RESPOSTA: O mercado atual é de aproximadamente US$ 9,5 bilhões. É, um grande mercado para as indústrias. Os produtos no Brasil não são baratos. No Mercosul diversos produtos que são produzidos no Brasil e exportados para países como Uruguai e Argentina, são vendidos com preços melhores para os agricultores daqueles países. Seria interessante para o agricultor brasileiro um acordo de livre comércio com os países do Mercosul.
12 – Na sua opinião, não se deveria buscar alternativas para reduzir o uso desses produtos, privilegiando-se, por exemplo, a agroecologia?
RESPOSTA: O uso de defensivos é uma prática real e necessária em todos os países que tem produção agrícola. A ciência e a tecnologia ainda não apresentaram aos agricultores do mundo uma alternativa técnica e economicamente viável de produzir em quantidade necessária e custo acessível sem o uso de pesticidas. Caso isso ocorra no futuro, quem sentirá o impacto disruptivo será a indústria e não o agricultor.
Cabe observar, e isso é importante, que o Poder Público Federal não elege um sistema de produção agrícola como sistema oficial. No Brasil, convive de forma harmô,nica a prática da agricultura convencional e orgâ,nica.

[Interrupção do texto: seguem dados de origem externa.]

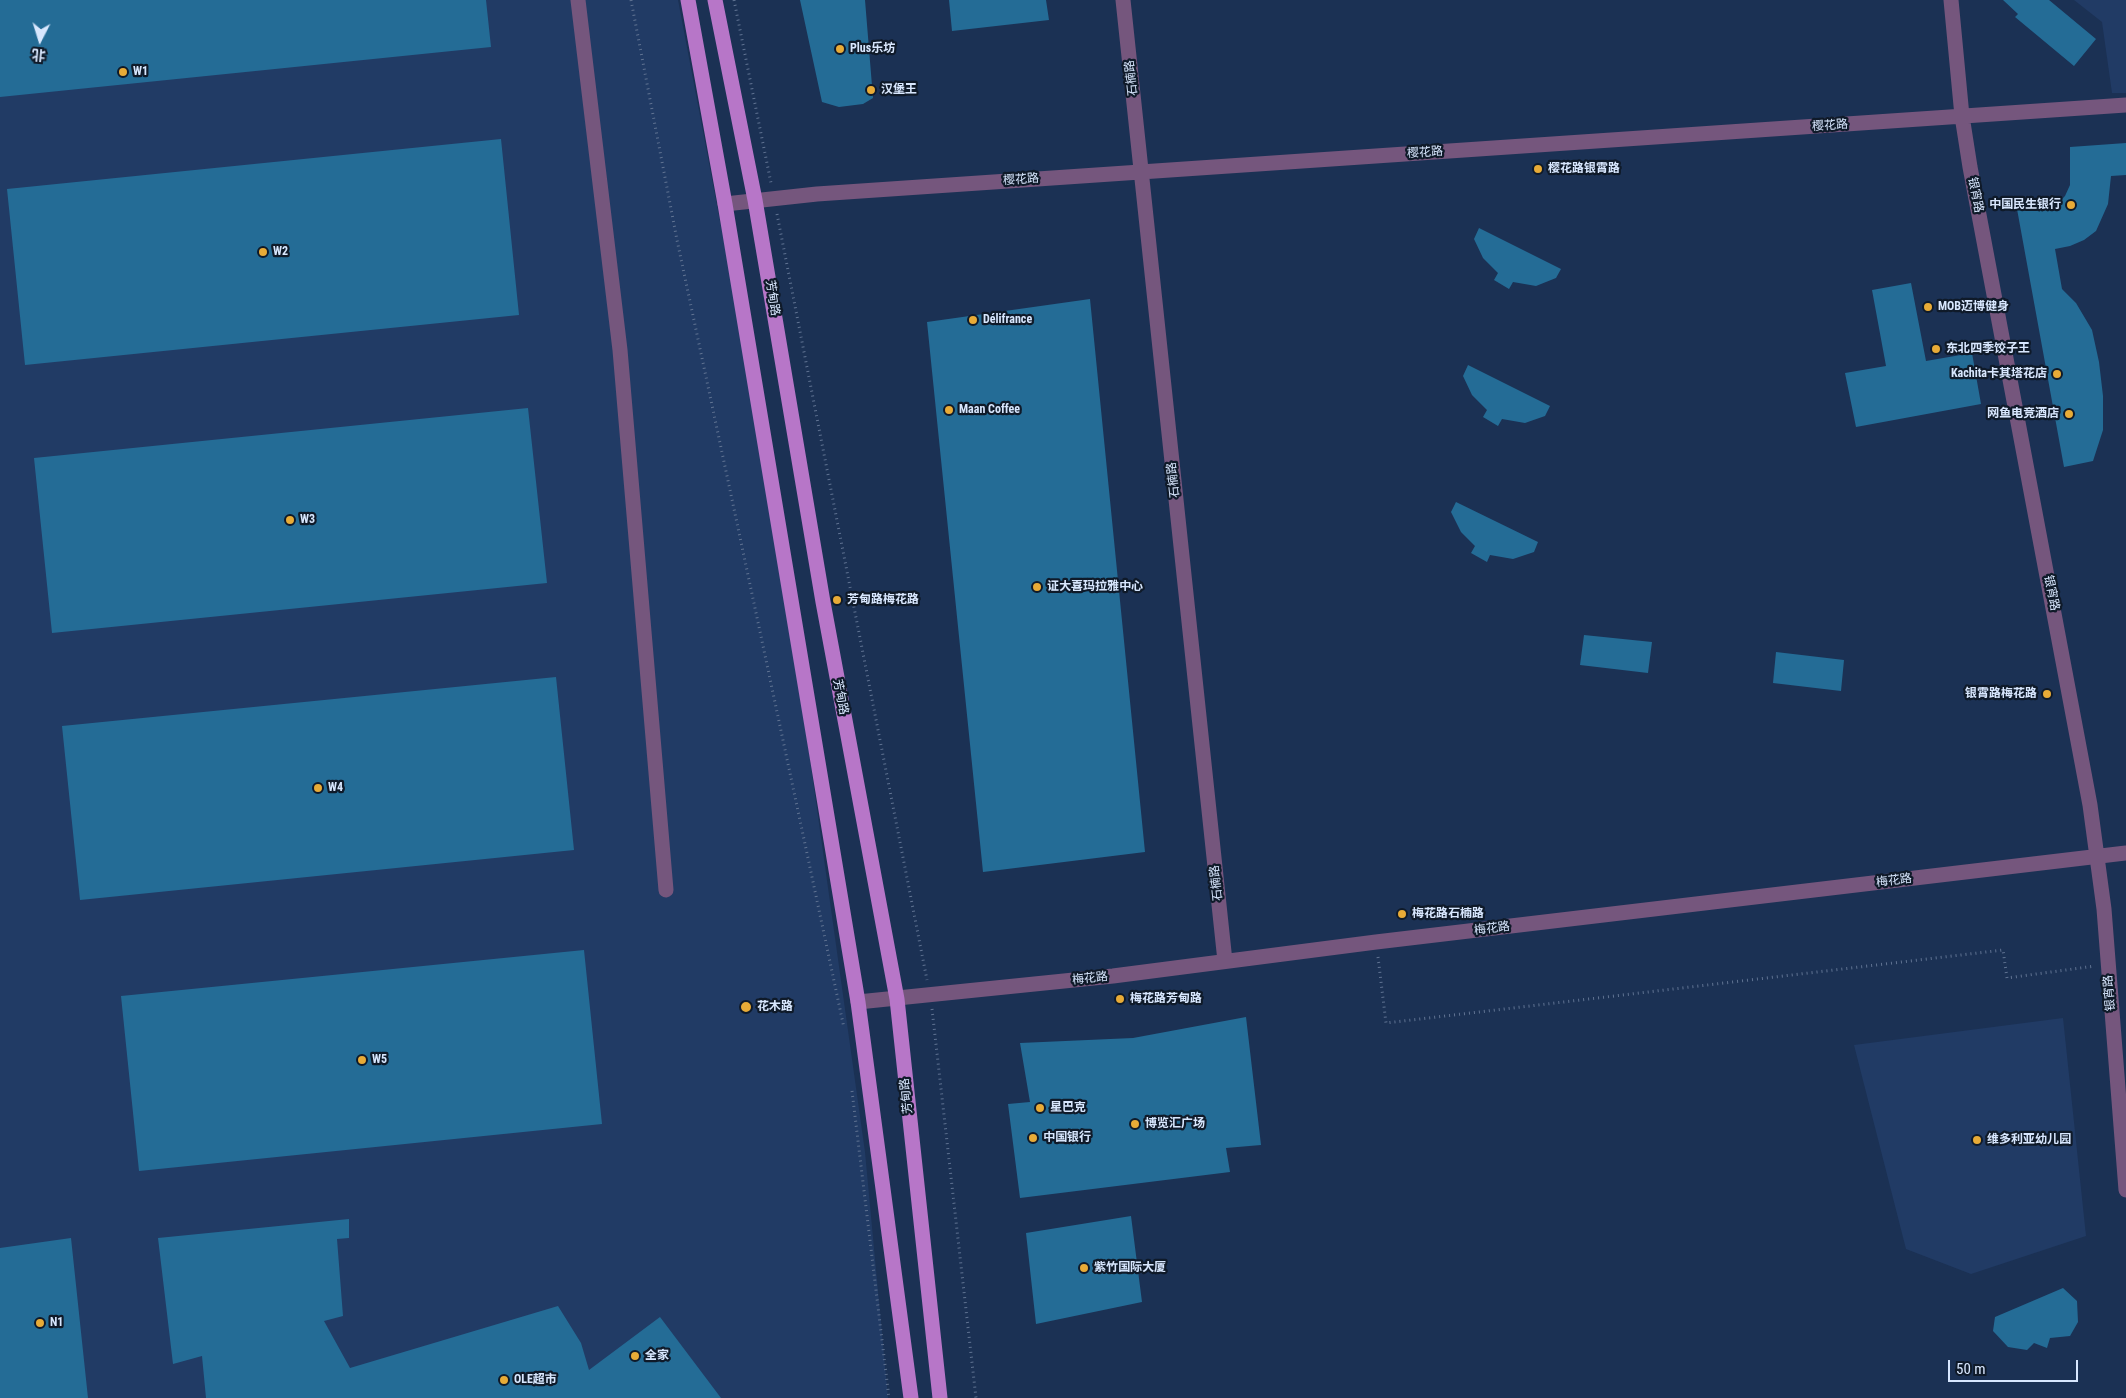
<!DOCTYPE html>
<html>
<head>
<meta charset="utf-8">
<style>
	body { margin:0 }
	#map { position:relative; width:2126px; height:1398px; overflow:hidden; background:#1b3154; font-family:"Roboto Condensed","Noto Sans SC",sans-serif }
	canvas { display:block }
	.north { position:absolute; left:15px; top:15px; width:50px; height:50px; -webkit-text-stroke:4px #0f1a29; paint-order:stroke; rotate:185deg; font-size:14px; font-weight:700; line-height:20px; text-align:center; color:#d8e7fe }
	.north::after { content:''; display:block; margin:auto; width:18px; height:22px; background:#d8e7fe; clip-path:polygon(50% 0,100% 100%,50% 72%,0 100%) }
	.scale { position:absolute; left:1948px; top:1360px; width:130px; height:22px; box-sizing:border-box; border:2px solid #d8e7fe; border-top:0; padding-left:6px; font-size:15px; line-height:18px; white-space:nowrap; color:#d8e7fe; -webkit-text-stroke:4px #0f1a29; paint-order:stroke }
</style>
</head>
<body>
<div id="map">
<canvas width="2126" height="1398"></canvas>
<div class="north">北</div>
<div class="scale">50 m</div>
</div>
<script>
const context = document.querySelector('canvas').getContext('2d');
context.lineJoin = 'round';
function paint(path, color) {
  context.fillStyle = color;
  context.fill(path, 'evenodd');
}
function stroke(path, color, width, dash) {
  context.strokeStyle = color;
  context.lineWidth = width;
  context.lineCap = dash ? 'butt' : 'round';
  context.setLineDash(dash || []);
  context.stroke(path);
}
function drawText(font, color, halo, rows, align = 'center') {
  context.font = font + ' "Roboto Condensed","Noto Sans SC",sans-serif';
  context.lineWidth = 4.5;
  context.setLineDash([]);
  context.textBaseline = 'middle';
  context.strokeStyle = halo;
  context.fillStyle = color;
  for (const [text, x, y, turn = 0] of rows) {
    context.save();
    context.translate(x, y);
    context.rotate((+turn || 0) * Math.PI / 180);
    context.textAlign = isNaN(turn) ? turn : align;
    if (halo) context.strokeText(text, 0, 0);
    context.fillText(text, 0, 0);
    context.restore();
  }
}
paint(new Path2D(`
	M0,0H678L776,516L865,1152L888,1398H0Z
	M2074,0H2126V93H2112L2102,22Z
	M2063,1018L2086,1236L1971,1274L1906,1249L1854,1045Z`), '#213b65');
paint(new Path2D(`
	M0,0H486L491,47L0,97Z
	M800,0H865L873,98L863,104L839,107L822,102Z
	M949,0H1046L1049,20L952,31Z
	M2003,0H2049L2096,39L2074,66L2015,17L2018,14Z
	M501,139L519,315L25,365L7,189Z
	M2126,143V175L2111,176L2108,204L2096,231L2084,240L2070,246L2055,249L2062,289L2076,303L2092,330L2099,362L2103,396V430L2093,461L2064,467L2017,209L2044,207L2058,203L2065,196L2070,185V147Z
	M1479,228L1561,269L1556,278L1536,286L1513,282L1509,289L1494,280L1498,273L1483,258L1474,239Z
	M1911,283L1926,361L1972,353L1981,404L1856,427L1845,373L1886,366L1872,290Z
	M1090,299L1145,852L983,872L927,322Z
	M1468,365L1550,406L1545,416L1525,423L1502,419L1498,426L1483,417L1487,410L1472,395L1463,376Z
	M528,408L547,583L52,633L34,458Z
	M1456,502L1538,542L1534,552L1513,559L1490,555L1487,562L1471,553L1475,546L1461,532L1451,512Z
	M1584,635L1652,642L1648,673L1580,665Z
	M1776,652L1844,660L1841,691L1773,683Z
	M556,677L574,850L80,900L62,726Z
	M584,950L602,1124L139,1171L121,996Z
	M1246,1017L1261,1145L1226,1148L1230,1172L1020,1198L1008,1104L1030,1102L1020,1043L1133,1038Z
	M1131,1216L1142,1302L1036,1324L1026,1233Z
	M349,1219V1238L337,1239L343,1316L324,1321L350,1368L558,1306L581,1343L589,1370L660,1317L721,1398H206L202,1356L173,1364L158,1238Z
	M71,1238L88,1398H0V1248Z
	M2063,1288L2077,1301L2078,1322L2070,1336L2050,1338L2047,1348L2034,1343L2027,1350L2008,1347L1993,1331L1995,1317Z`), '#246c96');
stroke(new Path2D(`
	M631,0L677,240L844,1028
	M734,0L771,183
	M777,214L927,980
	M1378,957L1386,1023L2003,950L2007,978L2095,966
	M932,1009L976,1398
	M852,1091L889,1398`), '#607392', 3, [1, 4]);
stroke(new Path2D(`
	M578,0L620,350L666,890
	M1123,0L1225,961
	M1951,0L1962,116L1970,167L2090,805L2104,909L2126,1190
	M725,204L817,194L2126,105
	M858,1002L1113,976L1376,942L2126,853`), '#75567d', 15);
stroke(new Path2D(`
	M688,0L725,204L858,1002L911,1398
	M715,0L755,200L823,602L897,999L940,1398`), '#b776c8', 15);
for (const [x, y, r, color] of [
	[840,49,5,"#e8ab37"],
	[123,72,5,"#e8ab37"],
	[871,90,5,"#e8ab37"],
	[1538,169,5,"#e8ab37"],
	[2071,205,5,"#e8ab37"],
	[263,252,5,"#e8ab37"],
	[1928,307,5,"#e8ab37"],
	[973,320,5,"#e8ab37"],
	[1936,349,5,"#e8ab37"],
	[2057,374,5,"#e8ab37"],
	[949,410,5,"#e8ab37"],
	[2069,414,5,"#e8ab37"],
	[290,520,5,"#e8ab37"],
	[1037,587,5,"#e8ab37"],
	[837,600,5,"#e8ab37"],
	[2047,694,5,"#e8ab37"],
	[318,788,5,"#e8ab37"],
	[1402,914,5,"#e8ab37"],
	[1120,999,5,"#e8ab37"],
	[746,1007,6,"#e8ab37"],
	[362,1060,5,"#e8ab37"],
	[1040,1108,5,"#e8ab37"],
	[1135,1124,5,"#e8ab37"],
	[1033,1138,5,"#e8ab37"],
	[1977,1140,5,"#e8ab37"],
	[1084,1268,5,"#e8ab37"],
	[40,1323,5,"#e8ab37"],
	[635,1356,5,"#e8ab37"],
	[504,1380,5,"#e8ab37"]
]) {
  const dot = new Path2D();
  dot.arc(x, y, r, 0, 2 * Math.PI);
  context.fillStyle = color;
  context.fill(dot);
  stroke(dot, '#0f1a29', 2);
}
drawText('bold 12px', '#d8e7fe', '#0f1a29', [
	["Plus乐坊",850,49],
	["W1",133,72],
	["汉堡王",881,90],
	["樱花路银霄路",1548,169],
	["中国民生银行",2061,205,"right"],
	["W2",273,252],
	["MOB迈博健身",1938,307],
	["Délifrance",983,320],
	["东北四季饺子王",1946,349],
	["Kachita卡其塔花店",2047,374,"right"],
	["Maan Coffee",959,410],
	["网鱼电竞酒店",2059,414,"right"],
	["W3",300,520],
	["证大喜玛拉雅中心",1047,587],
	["芳甸路梅花路",847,600],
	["银霄路梅花路",2037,694,"right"],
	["W4",328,788],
	["梅花路石楠路",1412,914],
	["梅花路芳甸路",1130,999],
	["花木路",757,1007],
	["W5",372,1060],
	["星巴克",1050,1108],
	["博览汇广场",1145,1124],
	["中国银行",1043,1138],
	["维多利亚幼儿园",1987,1140],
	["紫竹国际大厦",1094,1268],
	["N1",50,1323],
	["全家",645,1356],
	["OLE超市",514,1380]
], 'left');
drawText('12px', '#d8e7fe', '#0f1a29', [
	["石楠路",1132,78,-96],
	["樱花路",1830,126,-4],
	["樱花路",1425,153,-4],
	["樱花路",1021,180,-4],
	["银宵路",1975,195,79],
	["芳甸路",772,298,81],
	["石楠路",1174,480,-96],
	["银宵路",2051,593,79],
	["芳甸路",840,697,79],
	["梅花路",1894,881,-7],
	["石楠路",1217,883,-96],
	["梅花路",1492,929,-7],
	["梅花路",1090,979,-6],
	["银宵路",2110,993,-95],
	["芳甸路",907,1096,-96]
]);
</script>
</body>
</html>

Importante também ressaltar que qualquer proposta destinada a eleger um modelo de produção agrícola em detrimento dos demais deve ser objeto de debate exaustivo, responsável e transparente, com a participação do Poder Público, sociedade civil e produtores rurais, iniciando-se pela avaliação da viabilidade da proposta.
Qualquer atuação isolada praticada por qualquer órgão do Governo no sentido de dificultar ou depreciar as práticas necessárias à utilização de um modelo de produção, com o objetivo de promover, de forma velada, a adoção de modelo que considera mais adequado deve ser de pronto rechaçada, visto que tal prática, quando desprovida do debate necessário e sem o suporte de políticas públicas, flerta com a irresponsabilidade. Ações dessa natureza podem prejudicar a qualidade dos produtos, aumentar o preço dos alimentos e até inviabilizar a produção em quantidades suficientes.